Study Explains Anemia as Side Effect of Cancer Treatments

Research may improve the design of pharmaceuticals for leukemia and other types of cancer.

Research may improve the design of pharmaceuticals for leukemia and other types of cancer.

Many types of leukemia are characterized by a deficiency in the Pten enzyme, which normally keeps cell growth in check, or conversely, the over-activation of the enzyme Shp2 which enhances cell proliferation.

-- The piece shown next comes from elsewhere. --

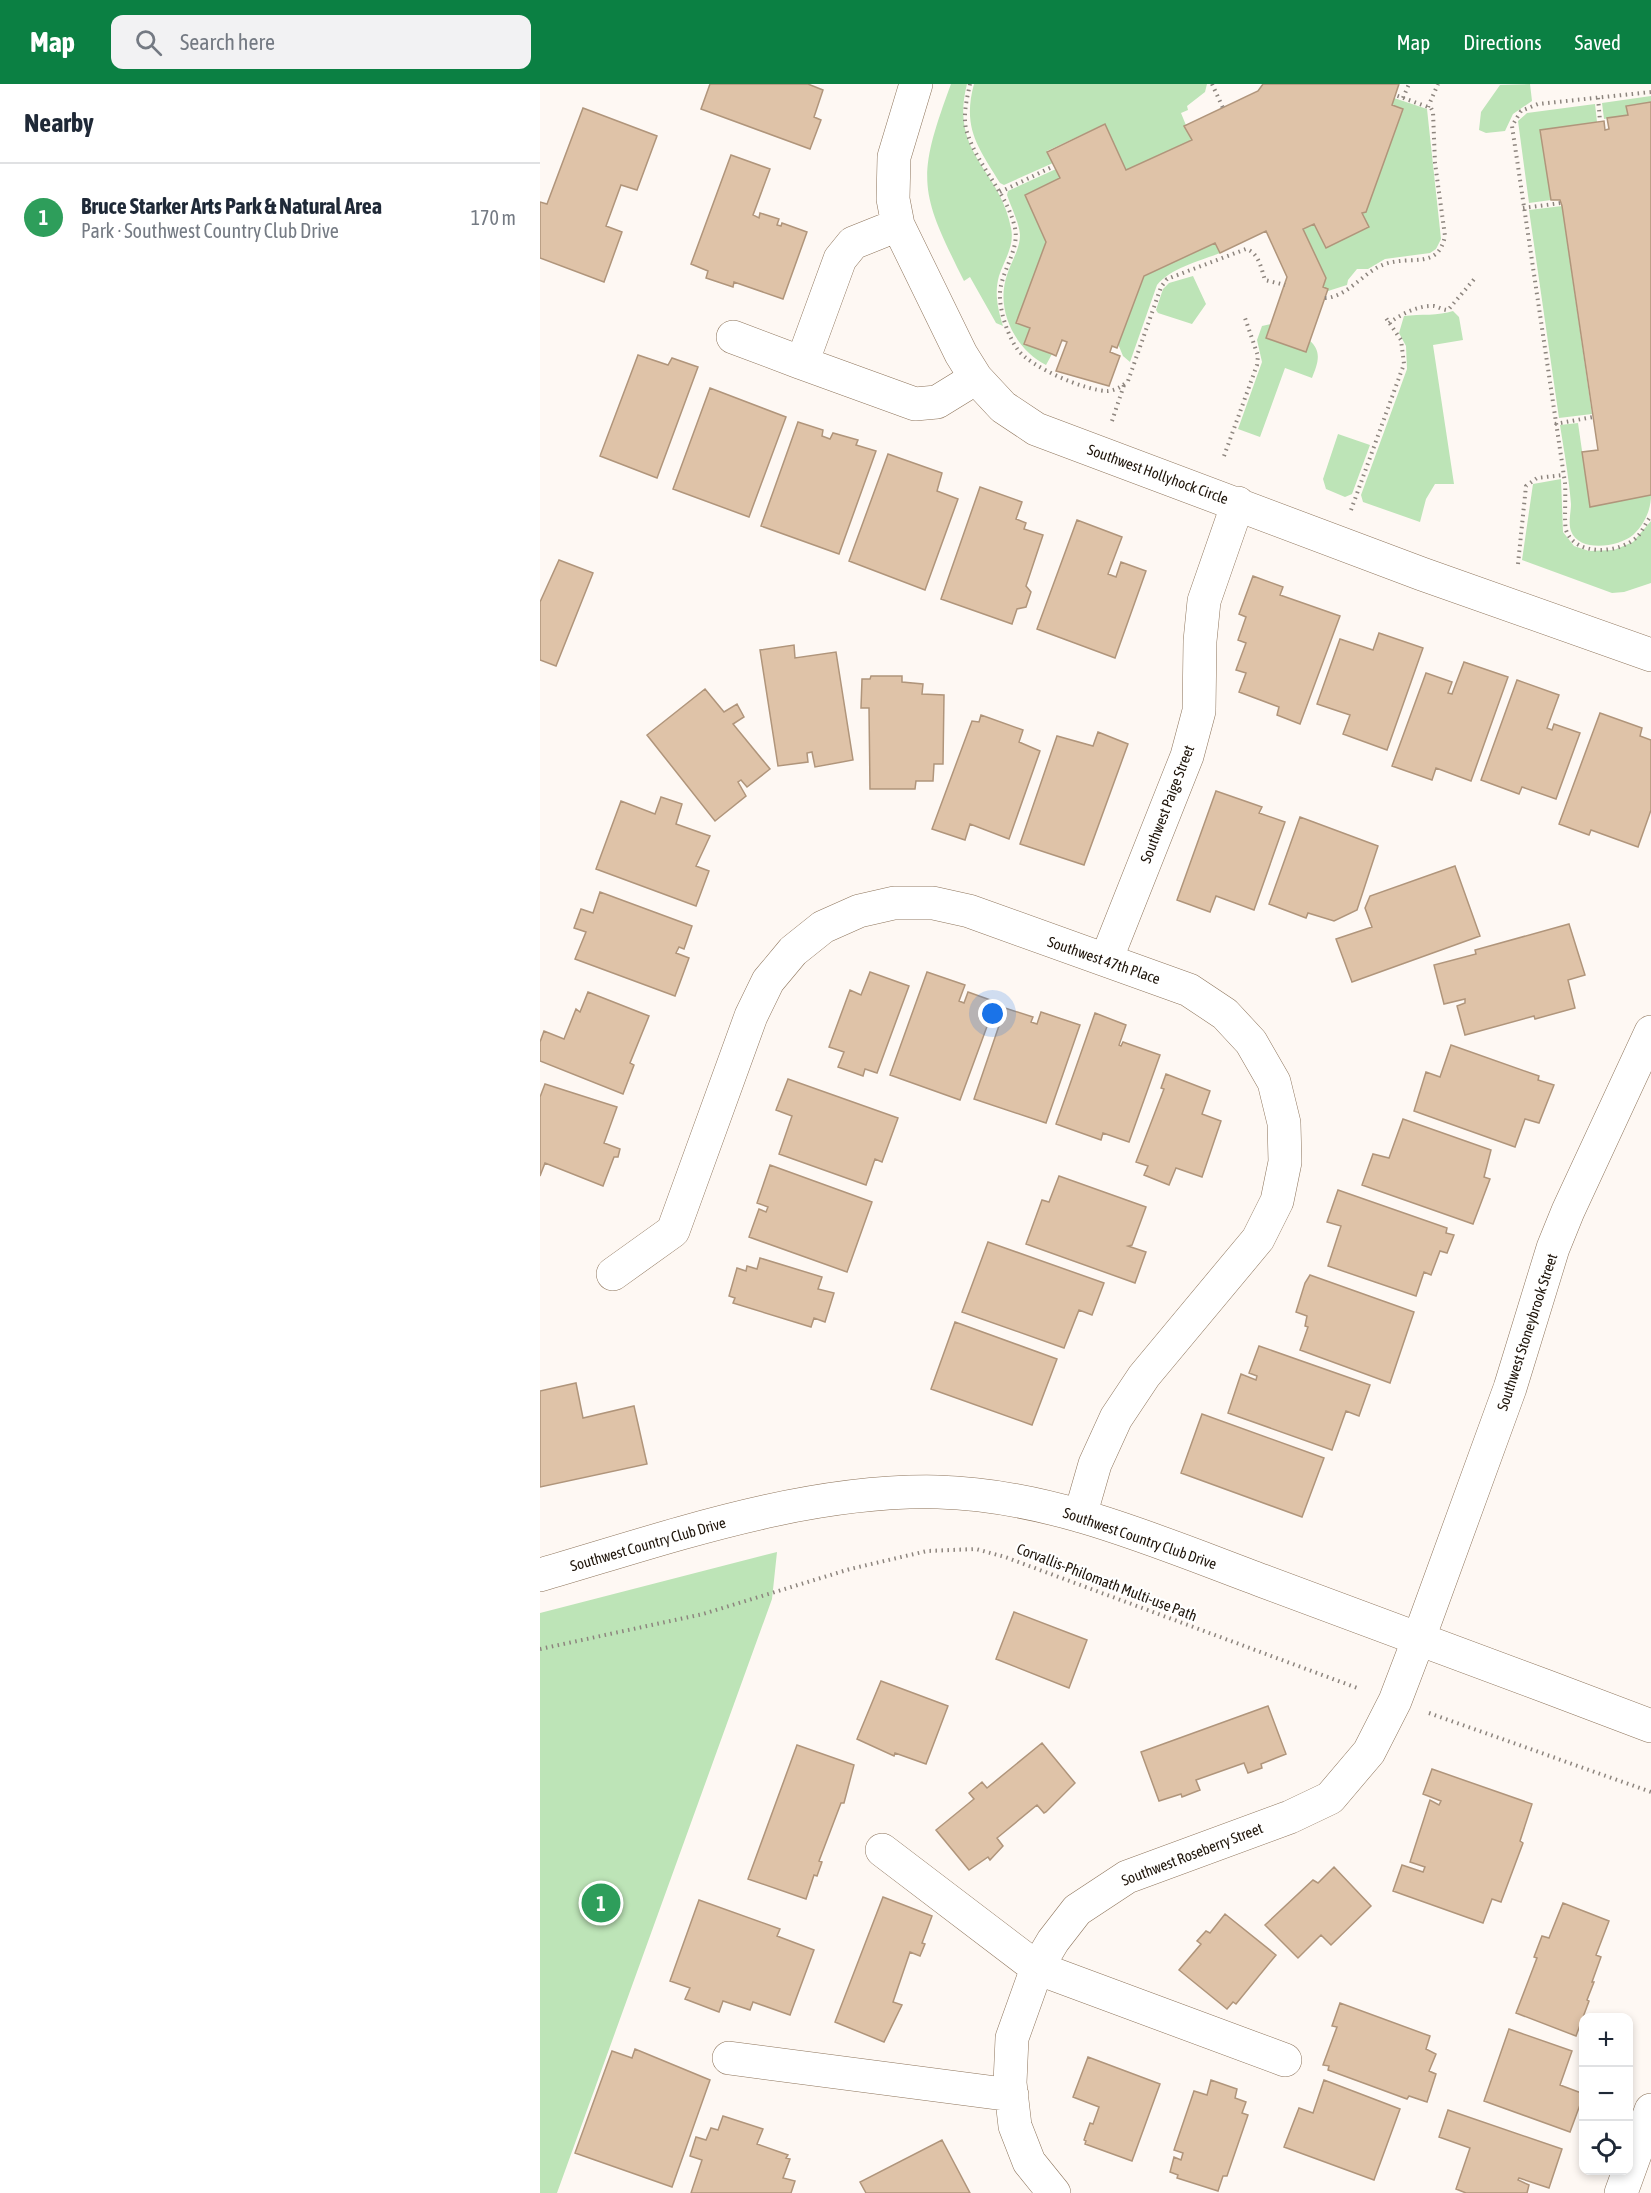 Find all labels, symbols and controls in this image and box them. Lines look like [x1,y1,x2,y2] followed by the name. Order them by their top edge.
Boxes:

Some leukemia treatments work by inhibiting Shp2 and other enzymes involved in the same cellular systems. However, researchers at the University of California-San Diego School of Medicine have found that mice deficient in both enzymes cannot produce and sustain enough red blood cells.

The study also helps to explain why anemia is often a common side effect of anti-cancer therapies that target enzymes involved in tumor growth.

“Based on this unexpected finding, we might want to think about screening cancer patients’ genetic backgrounds for loss of Pten or Pten-regulated signals before prescribing anti-cancer drugs that might do more harm than good,” said senior author Gen-Sheng Feng, PhD, professor of pathology at UC San Diego School of Medicine. “In addition, this information could help guide better design of pharmaceuticals for leukemia and other types of cancer in the era of precision medicine.”

Feng and his team of scientists genetically engineered mice to be deficient in either Pten, Shp2 or both. The scientists observed that the Pten-deficient mice had elevated white blood cell counts, consistent with those found in patients with leukemia.

The Shp2-deficient mice experienced the opposite effect, however, with lower white blood cell counts. Mice deficient in both enzymes had normal white blood cell counts.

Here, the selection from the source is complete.